- _PROBLEM STATEMENT_
Return nothing except the lines from the one that contains "Summarize the content" through the end of the material below, each exactly as given.

- _DATA FOR THIS TASK_
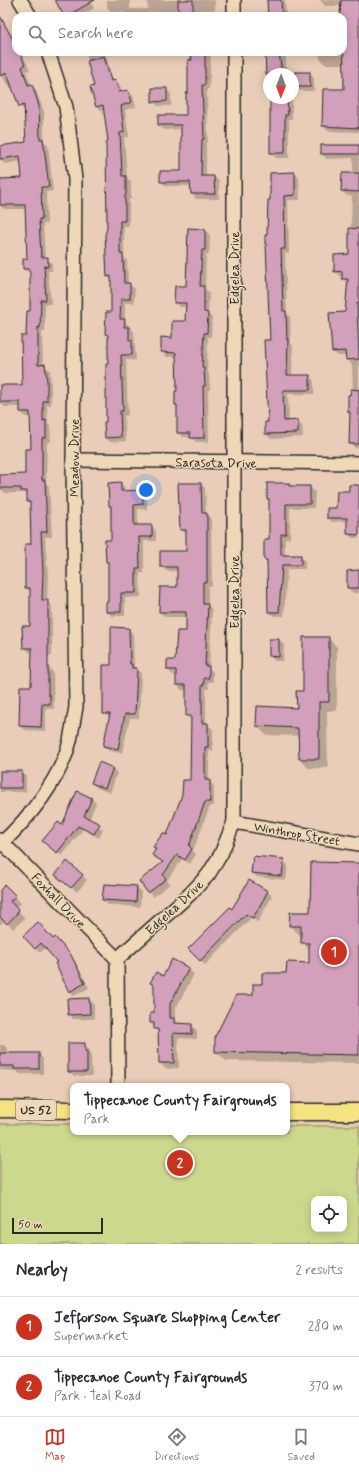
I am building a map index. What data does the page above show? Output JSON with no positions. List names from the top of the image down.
{
  "streets": {
    "main road": ["US 52"],
    "street": [
      "Edgelea Drive",
      "Meadow Drive",
      "Sarasota Drive",
      "Winthrop Street",
      "Foxhall Drive"
    ]
  },
  "crossings": [
    ["Edgelea Drive", "Sarasota Drive"],
    ["Edgelea Drive", "Winthrop Street"],
    ["Edgelea Drive", "Foxhall Drive"],
    ["Meadow Drive", "Sarasota Drive"],
    ["Meadow Drive", "Foxhall Drive"]
  ],
  "scale_bar": "50 m",
  "north": "bottom",
  "page": {
    "search": "Search here",
    "pins": ["1", "2"],
    "popup": ["Tippecanoe County Fairgrounds", "Park"],
    "scale": "50 m",
    "heading": ["Nearby", "2 results"],
    "list": [
      {
        "mark": "1",
        "name": "Jefforson Square Shopping Center",
        "note": "Supermarket",
        "value": "280 m"
      },
      {
        "mark": "2",
        "name": "Tippecanoe County Fairgrounds",
        "note": "Park · Teal Road",
        "value": "370 m"
      }
    ],
    "nav": ["Map", "Directions", "Saved"]
  }
}
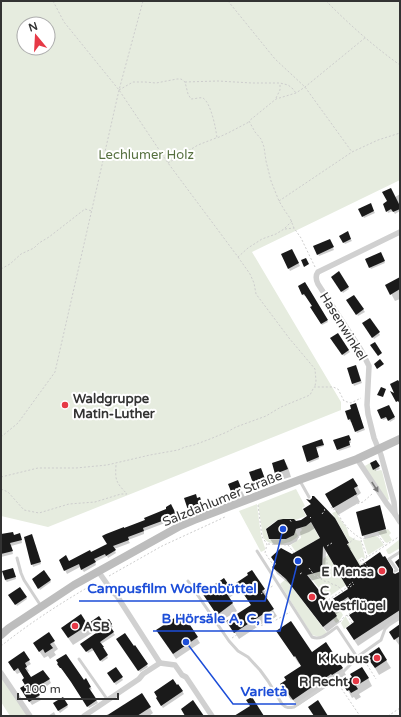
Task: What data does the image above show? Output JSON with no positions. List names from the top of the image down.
{
  "streets": {
    "main road": ["Salzdahlumer Straße"],
    "street": ["Hasenwinkel"]
  },
  "crossings": [
    ["Hasenwinkel", "Salzdahlumer Straße"]
  ],
  "parks": ["Lechlumer Holz"],
  "places": [
    "Waldgruppe Matin-Luther",
    "Campusfilm Wolfenbüttel",
    "B Hörsäle A, C, E",
    "E Mensa",
    "C Westflügel",
    "ASB",
    "Varietà",
    "K Kubus",
    "R Recht"
  ],
  "scale_bar": "100 m",
  "north": "top"
}
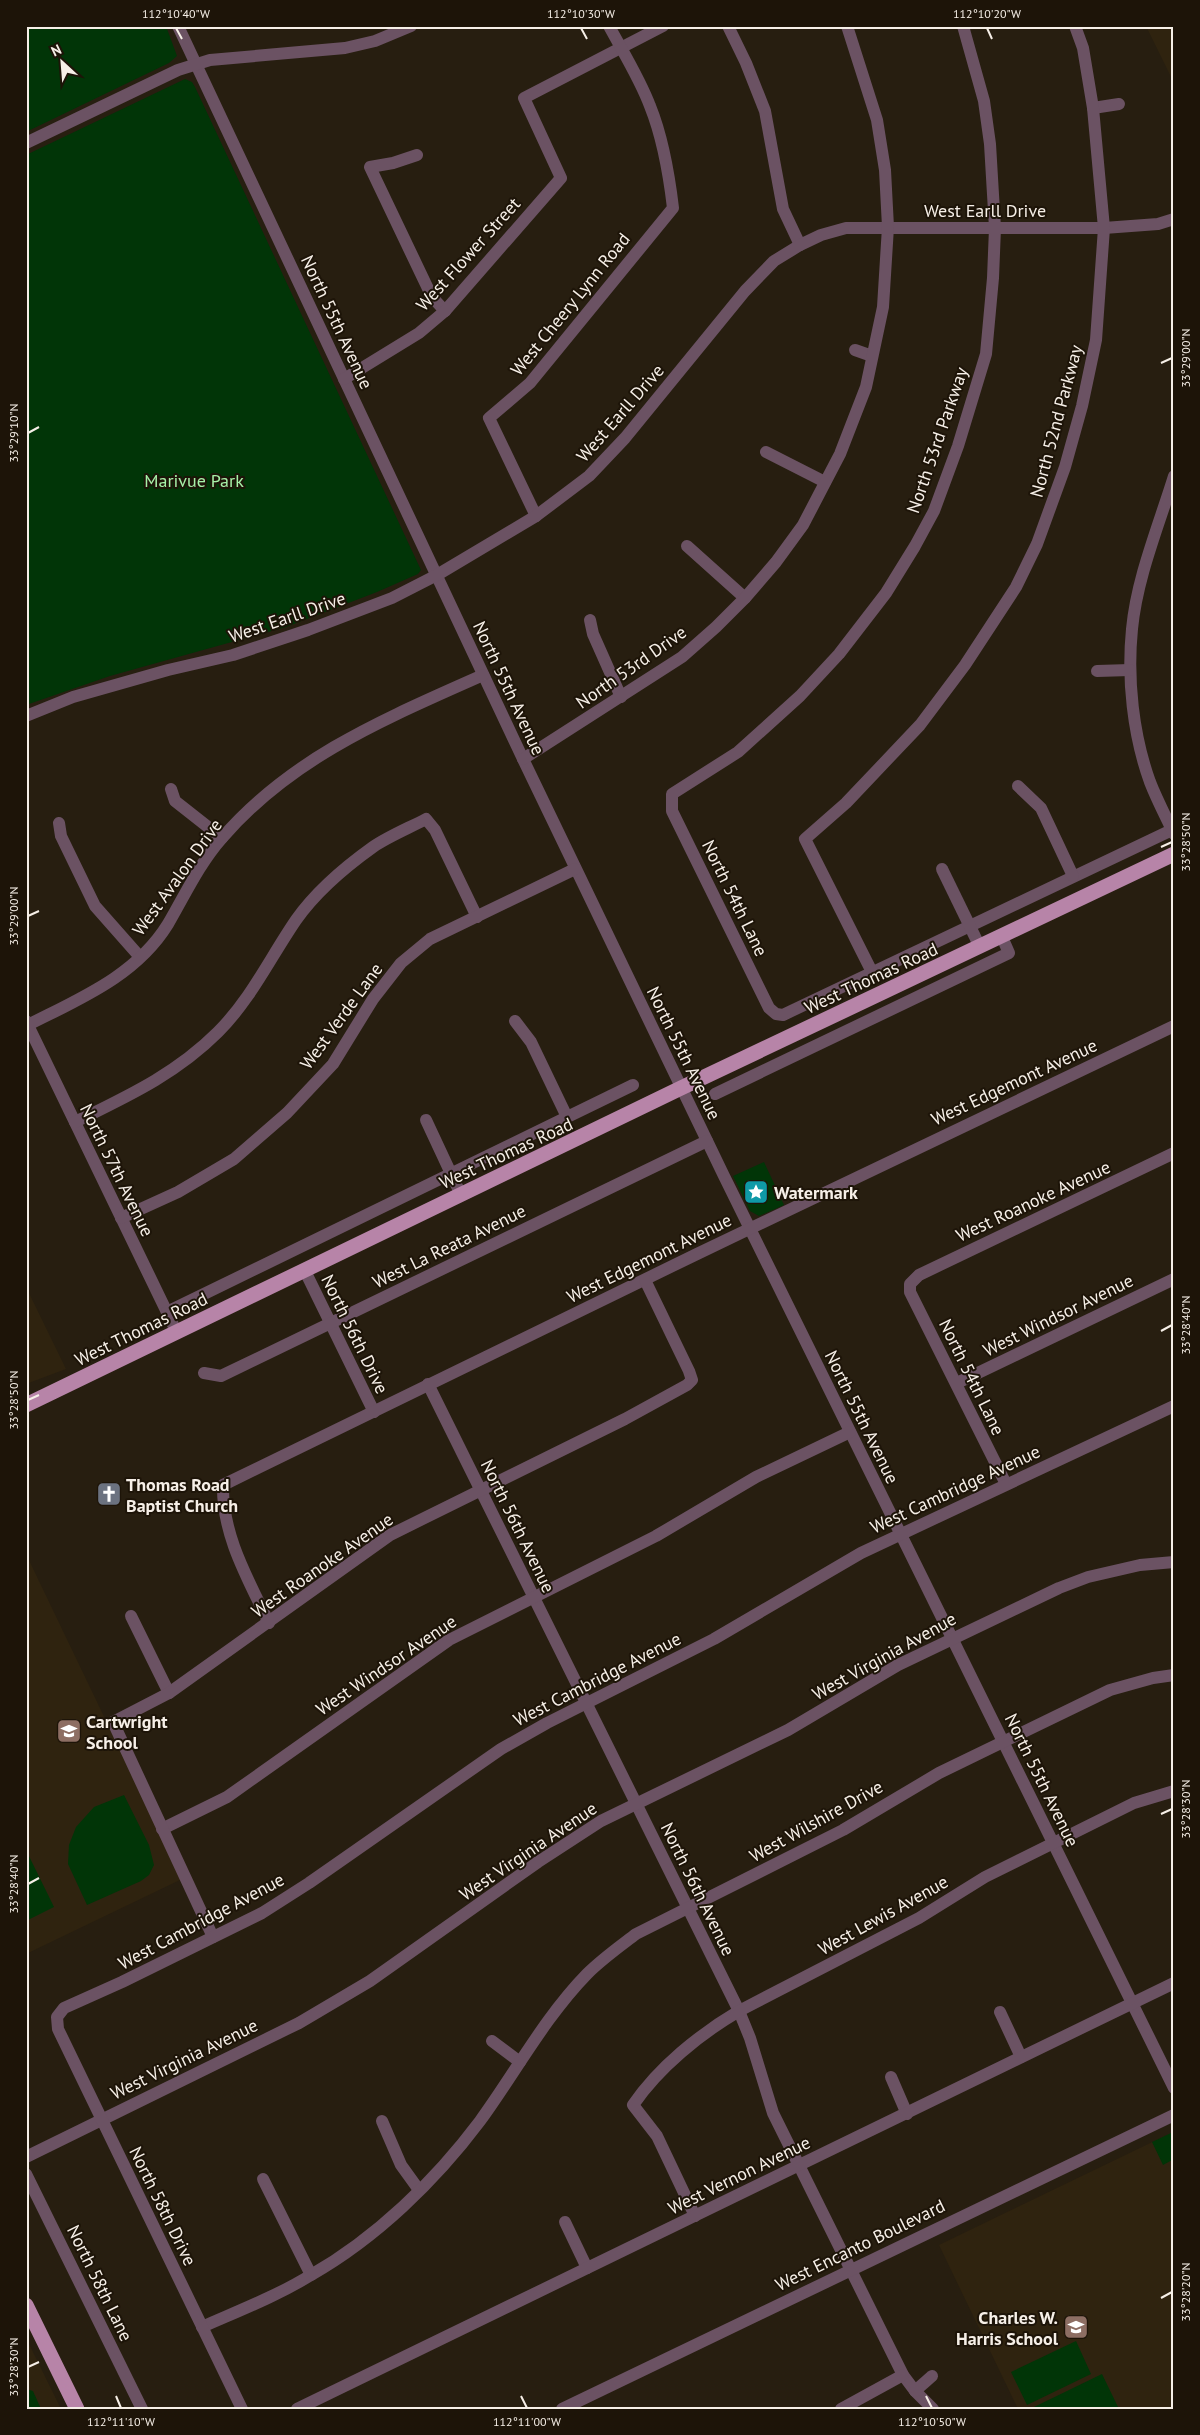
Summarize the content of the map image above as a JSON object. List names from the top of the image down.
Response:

- _RESULT_
Summarize the content of the map image above as a JSON object. List names from the top of the image down.
Response:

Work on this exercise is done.